Ma lui è solo 1 dei 4.400 dipendenti di SpaceX che oggi diventano milionari.

SpaceX inizia a fare trading su Nasdaq oggi con il ticker SPCX, prezzato a 135 dollari per azione e valutato 1,77 trilioni di dollari.

L'offerta ha raccolto 75 miliardi di dollari e ha attirato più di 250 miliardi di dollari in domanda da parte degli investitori, più di tre volte sovrascritta.

Più di 4.400 dipendenti attuali e passati di SpaceX sono previsti diventare milionari oggi. Circa 400 di loro deterranno partecipazioni del valore di oltre 100 milioni di dollari ciascuna.

Per contestualizzare, l'IPO di Google nel 2004 ha creato circa 1.000 milionari. La quotazione di Facebook nel 2012 ha prodotto un numero simile. SpaceX sta facendo più di quattro volte entrambi in un giorno solo.

E la maggior parte di queste persone non sono fondatori o dirigenti.

Sono ingegneri, saldatori, meccanici e tecnici di lancio che hanno scelto equity invece di contante e l'hanno mantenuta per anni.

Juan Hernandez è arrivato dal Messico e ha imparato a saldare per guadagnare.

È entrato in SpaceX nel 2015 guadagnando 28$ l'ora. Quando è diventato a tempo pieno, l'azienda gli ha dato azioni per un valore di 10.000$. Le ha tenute, ne ha comprate altre tramite le detrazioni salariali e ha venduto una piccola parte nel 2020 per comprare una proprietà in Texas.

Le sue azioni rimanenti valgono oggi 880.000$.

Trevor Hise è entrato come ingegnere di lancio direttamente dall'università nel 2011. Ha trascorso 12 anni accumulando azioni tramite stipendio, bonus e reinvestimento. Ha 37 anni e se ne va con più di 13,5 milioni.

Gavin Petit è entrato nel 2012 con uno stipendio base di 80.000$ e una piccola concessione iniziale prezzata a 13,80$ per azione. Ha preso ogni bonus in azioni.

Ha già estinto il mutuo della sua casa a Denver grazie a precedenti finestre di offerta e ora detiene una partecipazione del valore di diversi milioni di dollari.

J. André Lavoie, un ingegnere che ha ricevuto concessioni anni fa, ha più di 28 milioni.
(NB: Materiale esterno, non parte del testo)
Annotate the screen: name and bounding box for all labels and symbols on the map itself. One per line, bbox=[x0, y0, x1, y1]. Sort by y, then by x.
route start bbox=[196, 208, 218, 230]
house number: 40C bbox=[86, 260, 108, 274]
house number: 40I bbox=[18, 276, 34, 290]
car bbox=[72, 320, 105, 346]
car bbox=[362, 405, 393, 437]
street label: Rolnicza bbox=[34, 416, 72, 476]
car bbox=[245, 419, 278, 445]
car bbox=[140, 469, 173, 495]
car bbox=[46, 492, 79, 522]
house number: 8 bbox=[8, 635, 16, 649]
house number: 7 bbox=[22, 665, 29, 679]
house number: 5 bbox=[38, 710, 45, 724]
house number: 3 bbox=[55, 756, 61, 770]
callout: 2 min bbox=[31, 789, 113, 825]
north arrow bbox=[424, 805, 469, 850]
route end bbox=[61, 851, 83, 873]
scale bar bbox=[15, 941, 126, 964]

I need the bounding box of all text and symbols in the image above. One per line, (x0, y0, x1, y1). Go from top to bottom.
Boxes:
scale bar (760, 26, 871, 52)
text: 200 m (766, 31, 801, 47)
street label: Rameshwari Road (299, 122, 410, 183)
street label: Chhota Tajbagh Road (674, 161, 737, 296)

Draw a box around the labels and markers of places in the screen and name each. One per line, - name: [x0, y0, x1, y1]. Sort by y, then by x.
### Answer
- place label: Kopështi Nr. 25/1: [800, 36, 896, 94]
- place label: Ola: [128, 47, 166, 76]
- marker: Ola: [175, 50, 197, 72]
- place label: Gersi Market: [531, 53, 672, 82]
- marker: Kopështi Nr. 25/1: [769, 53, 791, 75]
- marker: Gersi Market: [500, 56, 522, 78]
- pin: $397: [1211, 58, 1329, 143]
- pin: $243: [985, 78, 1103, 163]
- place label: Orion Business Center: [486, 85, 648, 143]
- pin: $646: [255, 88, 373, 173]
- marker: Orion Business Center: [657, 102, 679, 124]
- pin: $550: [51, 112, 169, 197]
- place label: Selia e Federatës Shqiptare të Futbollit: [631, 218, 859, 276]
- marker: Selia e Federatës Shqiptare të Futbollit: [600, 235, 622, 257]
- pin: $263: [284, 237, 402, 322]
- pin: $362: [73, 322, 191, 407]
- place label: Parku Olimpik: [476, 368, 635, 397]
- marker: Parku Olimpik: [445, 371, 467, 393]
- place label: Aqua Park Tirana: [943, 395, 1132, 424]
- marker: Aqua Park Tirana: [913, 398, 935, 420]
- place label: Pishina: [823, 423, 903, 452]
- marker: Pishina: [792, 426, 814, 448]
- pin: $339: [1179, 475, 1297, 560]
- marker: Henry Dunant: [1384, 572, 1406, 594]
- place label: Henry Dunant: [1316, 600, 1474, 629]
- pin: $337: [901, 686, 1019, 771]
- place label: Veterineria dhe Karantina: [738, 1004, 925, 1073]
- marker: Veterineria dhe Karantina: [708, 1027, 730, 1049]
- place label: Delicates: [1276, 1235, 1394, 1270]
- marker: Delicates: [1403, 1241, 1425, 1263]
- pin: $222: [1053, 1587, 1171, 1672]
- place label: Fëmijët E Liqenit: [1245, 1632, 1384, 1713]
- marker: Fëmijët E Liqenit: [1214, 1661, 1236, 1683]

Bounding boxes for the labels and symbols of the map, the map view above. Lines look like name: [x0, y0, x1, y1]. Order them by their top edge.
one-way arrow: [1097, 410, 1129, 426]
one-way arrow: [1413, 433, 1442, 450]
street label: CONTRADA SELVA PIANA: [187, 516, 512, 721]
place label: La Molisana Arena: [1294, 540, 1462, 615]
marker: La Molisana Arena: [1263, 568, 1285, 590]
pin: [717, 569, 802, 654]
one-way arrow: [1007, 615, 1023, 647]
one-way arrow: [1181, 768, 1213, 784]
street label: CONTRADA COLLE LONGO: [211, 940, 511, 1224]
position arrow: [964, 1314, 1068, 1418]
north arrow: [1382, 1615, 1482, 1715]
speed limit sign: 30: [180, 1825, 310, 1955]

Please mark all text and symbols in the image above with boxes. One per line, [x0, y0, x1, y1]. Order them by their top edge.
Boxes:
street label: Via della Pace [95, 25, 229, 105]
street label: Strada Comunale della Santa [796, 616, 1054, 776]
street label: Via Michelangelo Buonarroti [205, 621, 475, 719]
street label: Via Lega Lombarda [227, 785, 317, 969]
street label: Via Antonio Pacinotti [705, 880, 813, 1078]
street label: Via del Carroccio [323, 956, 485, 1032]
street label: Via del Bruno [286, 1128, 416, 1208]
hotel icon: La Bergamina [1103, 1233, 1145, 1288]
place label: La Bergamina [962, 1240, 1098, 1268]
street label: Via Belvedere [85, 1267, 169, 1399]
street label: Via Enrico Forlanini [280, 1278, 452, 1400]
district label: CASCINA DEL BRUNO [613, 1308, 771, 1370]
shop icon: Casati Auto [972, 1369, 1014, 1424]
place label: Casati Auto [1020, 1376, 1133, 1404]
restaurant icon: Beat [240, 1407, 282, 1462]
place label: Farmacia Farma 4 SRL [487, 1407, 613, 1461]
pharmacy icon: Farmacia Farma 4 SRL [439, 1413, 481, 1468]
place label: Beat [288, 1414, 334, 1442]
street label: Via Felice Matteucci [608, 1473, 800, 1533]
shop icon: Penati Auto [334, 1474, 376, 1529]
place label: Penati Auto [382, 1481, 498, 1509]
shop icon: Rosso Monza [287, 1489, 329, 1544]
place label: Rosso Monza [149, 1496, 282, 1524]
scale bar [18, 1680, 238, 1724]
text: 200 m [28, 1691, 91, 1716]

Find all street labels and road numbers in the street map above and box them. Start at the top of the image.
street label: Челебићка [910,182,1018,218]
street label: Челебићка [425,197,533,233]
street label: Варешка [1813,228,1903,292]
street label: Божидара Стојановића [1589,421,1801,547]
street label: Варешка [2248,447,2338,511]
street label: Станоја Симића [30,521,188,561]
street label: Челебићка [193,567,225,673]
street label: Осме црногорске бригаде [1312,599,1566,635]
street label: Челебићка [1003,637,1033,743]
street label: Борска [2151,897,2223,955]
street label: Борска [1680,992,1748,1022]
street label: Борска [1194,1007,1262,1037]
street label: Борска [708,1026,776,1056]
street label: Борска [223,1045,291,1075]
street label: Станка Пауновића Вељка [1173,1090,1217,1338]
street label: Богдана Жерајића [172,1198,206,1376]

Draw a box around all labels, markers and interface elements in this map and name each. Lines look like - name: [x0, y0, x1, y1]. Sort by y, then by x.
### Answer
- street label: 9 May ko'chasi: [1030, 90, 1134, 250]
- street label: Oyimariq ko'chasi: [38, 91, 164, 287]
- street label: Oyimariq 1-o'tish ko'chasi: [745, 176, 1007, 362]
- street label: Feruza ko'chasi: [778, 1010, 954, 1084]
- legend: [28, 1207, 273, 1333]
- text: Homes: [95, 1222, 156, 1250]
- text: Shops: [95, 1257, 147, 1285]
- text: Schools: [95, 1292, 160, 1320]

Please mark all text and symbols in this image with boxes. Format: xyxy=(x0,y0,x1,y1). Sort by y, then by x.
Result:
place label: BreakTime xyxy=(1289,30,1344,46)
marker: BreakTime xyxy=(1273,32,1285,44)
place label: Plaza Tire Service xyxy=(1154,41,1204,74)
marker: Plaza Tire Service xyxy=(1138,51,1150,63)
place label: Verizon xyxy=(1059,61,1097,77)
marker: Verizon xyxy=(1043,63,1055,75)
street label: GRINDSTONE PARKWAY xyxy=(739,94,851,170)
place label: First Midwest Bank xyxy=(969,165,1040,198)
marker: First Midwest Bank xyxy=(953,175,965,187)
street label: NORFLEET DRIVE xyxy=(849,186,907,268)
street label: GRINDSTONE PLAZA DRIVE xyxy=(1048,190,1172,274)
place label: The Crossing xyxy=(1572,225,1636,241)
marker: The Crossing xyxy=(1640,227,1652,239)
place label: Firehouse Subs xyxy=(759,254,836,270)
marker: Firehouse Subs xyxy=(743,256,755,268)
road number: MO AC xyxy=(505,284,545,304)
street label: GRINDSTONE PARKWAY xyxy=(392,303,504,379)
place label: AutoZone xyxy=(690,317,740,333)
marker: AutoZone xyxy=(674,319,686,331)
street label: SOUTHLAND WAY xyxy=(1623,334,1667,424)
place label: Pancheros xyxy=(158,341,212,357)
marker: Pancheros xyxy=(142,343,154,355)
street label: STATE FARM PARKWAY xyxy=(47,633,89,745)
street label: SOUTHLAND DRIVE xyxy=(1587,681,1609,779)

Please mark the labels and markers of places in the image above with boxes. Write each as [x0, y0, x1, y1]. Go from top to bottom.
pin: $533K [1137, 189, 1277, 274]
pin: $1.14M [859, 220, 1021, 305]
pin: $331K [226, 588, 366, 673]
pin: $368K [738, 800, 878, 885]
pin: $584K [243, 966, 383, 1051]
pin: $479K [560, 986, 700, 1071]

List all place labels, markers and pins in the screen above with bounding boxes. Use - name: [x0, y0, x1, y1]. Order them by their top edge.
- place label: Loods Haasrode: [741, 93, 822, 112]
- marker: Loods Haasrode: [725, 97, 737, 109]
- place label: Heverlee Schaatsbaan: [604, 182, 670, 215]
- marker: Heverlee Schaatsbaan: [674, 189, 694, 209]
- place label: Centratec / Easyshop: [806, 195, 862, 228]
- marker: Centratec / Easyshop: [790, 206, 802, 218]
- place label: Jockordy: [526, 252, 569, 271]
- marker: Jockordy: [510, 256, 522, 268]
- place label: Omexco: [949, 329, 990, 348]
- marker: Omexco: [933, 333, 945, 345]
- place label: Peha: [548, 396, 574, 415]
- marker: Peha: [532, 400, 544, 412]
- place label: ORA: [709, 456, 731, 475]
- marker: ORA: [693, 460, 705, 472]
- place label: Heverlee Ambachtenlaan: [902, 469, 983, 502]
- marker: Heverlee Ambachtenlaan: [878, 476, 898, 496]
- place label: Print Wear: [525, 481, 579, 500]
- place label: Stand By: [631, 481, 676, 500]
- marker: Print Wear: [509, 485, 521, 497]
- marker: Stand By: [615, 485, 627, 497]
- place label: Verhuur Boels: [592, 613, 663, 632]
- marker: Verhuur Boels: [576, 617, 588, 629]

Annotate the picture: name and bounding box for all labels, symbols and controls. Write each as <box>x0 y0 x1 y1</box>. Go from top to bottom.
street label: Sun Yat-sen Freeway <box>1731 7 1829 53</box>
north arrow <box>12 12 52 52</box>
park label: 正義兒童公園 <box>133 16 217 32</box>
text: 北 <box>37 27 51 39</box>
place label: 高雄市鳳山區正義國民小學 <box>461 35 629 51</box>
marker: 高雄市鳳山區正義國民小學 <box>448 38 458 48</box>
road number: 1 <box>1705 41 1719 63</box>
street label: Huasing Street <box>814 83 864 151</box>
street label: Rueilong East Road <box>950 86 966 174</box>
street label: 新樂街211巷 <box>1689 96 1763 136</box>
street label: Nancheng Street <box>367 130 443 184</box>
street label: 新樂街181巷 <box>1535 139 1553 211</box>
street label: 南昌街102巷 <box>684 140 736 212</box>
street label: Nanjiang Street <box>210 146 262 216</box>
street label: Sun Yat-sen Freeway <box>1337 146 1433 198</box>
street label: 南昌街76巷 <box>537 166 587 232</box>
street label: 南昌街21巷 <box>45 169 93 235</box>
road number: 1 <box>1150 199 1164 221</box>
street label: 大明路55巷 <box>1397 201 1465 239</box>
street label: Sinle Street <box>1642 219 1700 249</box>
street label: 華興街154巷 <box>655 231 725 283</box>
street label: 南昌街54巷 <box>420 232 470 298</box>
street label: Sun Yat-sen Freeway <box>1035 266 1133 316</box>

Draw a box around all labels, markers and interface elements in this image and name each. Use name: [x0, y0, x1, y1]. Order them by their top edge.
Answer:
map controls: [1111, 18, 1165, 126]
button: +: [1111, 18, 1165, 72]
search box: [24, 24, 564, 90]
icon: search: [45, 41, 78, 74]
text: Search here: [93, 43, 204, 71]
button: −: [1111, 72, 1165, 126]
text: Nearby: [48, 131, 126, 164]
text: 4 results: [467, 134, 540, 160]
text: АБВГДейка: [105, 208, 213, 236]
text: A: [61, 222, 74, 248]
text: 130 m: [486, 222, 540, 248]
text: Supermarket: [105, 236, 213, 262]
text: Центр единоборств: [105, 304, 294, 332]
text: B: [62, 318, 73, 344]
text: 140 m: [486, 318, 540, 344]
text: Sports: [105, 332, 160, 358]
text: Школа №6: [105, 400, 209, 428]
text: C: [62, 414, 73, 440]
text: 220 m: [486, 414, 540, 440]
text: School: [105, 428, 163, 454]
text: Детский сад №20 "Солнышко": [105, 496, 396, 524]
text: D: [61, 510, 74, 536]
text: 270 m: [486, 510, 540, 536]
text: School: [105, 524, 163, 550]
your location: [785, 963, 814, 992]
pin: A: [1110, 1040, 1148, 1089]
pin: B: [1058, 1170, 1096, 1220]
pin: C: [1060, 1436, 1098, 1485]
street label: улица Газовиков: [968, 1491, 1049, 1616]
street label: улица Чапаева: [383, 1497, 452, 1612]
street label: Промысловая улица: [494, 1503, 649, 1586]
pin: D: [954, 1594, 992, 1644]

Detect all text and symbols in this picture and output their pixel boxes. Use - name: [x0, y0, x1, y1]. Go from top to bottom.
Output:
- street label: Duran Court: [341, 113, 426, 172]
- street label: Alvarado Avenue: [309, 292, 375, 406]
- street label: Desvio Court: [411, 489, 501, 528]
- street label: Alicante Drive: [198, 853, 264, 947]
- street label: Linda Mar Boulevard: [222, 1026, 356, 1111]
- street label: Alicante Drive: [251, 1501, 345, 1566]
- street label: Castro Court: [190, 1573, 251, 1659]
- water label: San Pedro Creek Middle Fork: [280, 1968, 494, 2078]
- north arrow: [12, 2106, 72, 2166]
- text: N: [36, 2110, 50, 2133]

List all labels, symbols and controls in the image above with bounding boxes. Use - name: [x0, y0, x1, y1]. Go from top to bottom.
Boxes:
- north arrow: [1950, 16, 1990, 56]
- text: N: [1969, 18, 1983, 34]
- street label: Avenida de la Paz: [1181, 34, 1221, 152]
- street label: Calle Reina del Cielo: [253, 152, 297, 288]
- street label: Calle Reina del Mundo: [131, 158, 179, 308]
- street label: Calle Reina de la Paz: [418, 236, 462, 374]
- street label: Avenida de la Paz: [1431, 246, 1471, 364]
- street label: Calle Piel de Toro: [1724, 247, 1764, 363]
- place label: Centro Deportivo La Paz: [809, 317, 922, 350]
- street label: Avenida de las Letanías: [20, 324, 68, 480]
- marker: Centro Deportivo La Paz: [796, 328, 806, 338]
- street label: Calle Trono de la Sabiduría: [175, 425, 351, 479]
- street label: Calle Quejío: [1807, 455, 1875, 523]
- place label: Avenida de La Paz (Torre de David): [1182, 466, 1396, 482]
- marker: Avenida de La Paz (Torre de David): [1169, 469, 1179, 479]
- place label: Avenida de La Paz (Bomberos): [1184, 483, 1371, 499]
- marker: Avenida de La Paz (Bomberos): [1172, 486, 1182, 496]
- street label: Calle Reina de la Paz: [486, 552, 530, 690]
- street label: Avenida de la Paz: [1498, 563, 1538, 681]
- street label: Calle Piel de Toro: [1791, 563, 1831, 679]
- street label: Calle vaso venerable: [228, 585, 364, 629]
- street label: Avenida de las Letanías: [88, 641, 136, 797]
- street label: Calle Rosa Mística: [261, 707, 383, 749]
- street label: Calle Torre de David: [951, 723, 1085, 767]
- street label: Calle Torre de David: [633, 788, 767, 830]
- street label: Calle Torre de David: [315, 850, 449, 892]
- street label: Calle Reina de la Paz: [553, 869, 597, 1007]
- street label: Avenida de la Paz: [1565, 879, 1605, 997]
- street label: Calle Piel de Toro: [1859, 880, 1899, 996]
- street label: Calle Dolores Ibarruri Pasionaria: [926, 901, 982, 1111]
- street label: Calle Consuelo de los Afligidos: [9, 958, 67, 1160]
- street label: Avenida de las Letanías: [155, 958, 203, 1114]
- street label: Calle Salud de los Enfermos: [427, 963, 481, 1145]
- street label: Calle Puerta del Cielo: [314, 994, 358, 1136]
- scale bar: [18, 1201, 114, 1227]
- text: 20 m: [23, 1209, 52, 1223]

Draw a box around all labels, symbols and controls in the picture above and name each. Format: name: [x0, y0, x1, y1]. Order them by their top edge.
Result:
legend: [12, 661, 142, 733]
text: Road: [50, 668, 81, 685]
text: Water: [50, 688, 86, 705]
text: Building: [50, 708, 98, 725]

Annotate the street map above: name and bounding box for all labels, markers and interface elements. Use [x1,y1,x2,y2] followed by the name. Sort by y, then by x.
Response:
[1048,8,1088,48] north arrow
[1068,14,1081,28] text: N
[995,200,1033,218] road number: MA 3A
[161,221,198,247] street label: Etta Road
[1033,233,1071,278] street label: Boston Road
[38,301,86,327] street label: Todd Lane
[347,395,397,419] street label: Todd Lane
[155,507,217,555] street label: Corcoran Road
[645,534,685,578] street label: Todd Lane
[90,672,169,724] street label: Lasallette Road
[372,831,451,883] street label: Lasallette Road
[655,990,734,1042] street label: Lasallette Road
Attualmente si trova in Italia a ristrutturare un hotel.

Tom Mueller è stato il primo dipendente di SpaceX, assunto nel 2002 per costruire i motori che hanno reso tutto ciò possibile. Se n'è andato nel 2020 ma ha mantenuto la sua equity.

Questa settimana ha detto: "Elon ha sempre detto che il tuo stipendio è una cosa, ma è l'equity che avrà valore. Quel giorno è arrivato."

Questo è come appariva realmente il modello di compensazione di SpaceX fin dall'inizio. L'azienda pagava stipendi sotto la media di mercato e compensava la differenza in equity a tutti i livelli dell'organizzazione, non solo ai vertici.

Le opzioni azionarie sono maturate in un periodo di quattro-sei anni. I lavoratori potevano acquistare azioni aggiuntive con uno sconto del 15% tramite un piano di acquisto aziendale.

Le prime concessioni di opzioni erano prezzate sotto i 2$ per azione. Anche le concessioni del 2025 avevano prezzi di esercizio tra 37$ e 42$. A 135$ oggi, quelle posizioni hanno un ritorno minimo di 3x.

L'impatto fisico è già visibile a Brownsville, Texas, una delle città più povere degli Stati Uniti, dove oltre 3.000 dipendenti di SpaceX lavorano a Starbase.

I prezzi medi delle case nella contea circostante sono passati da 131.000$ nel 2014 a oltre 281.000$ oggi.

Più di 100 dipendenti di SpaceX hanno unito le loro partecipazioni, stimate tra 1 miliardo e 5 miliardi, per negoziare commissioni di gestione patrimoniale a livello istituzionale come lavoratori individuali.

Oggi, SPCX apre e 4.400 persone scoprono cosa significa tenere azioni per anni.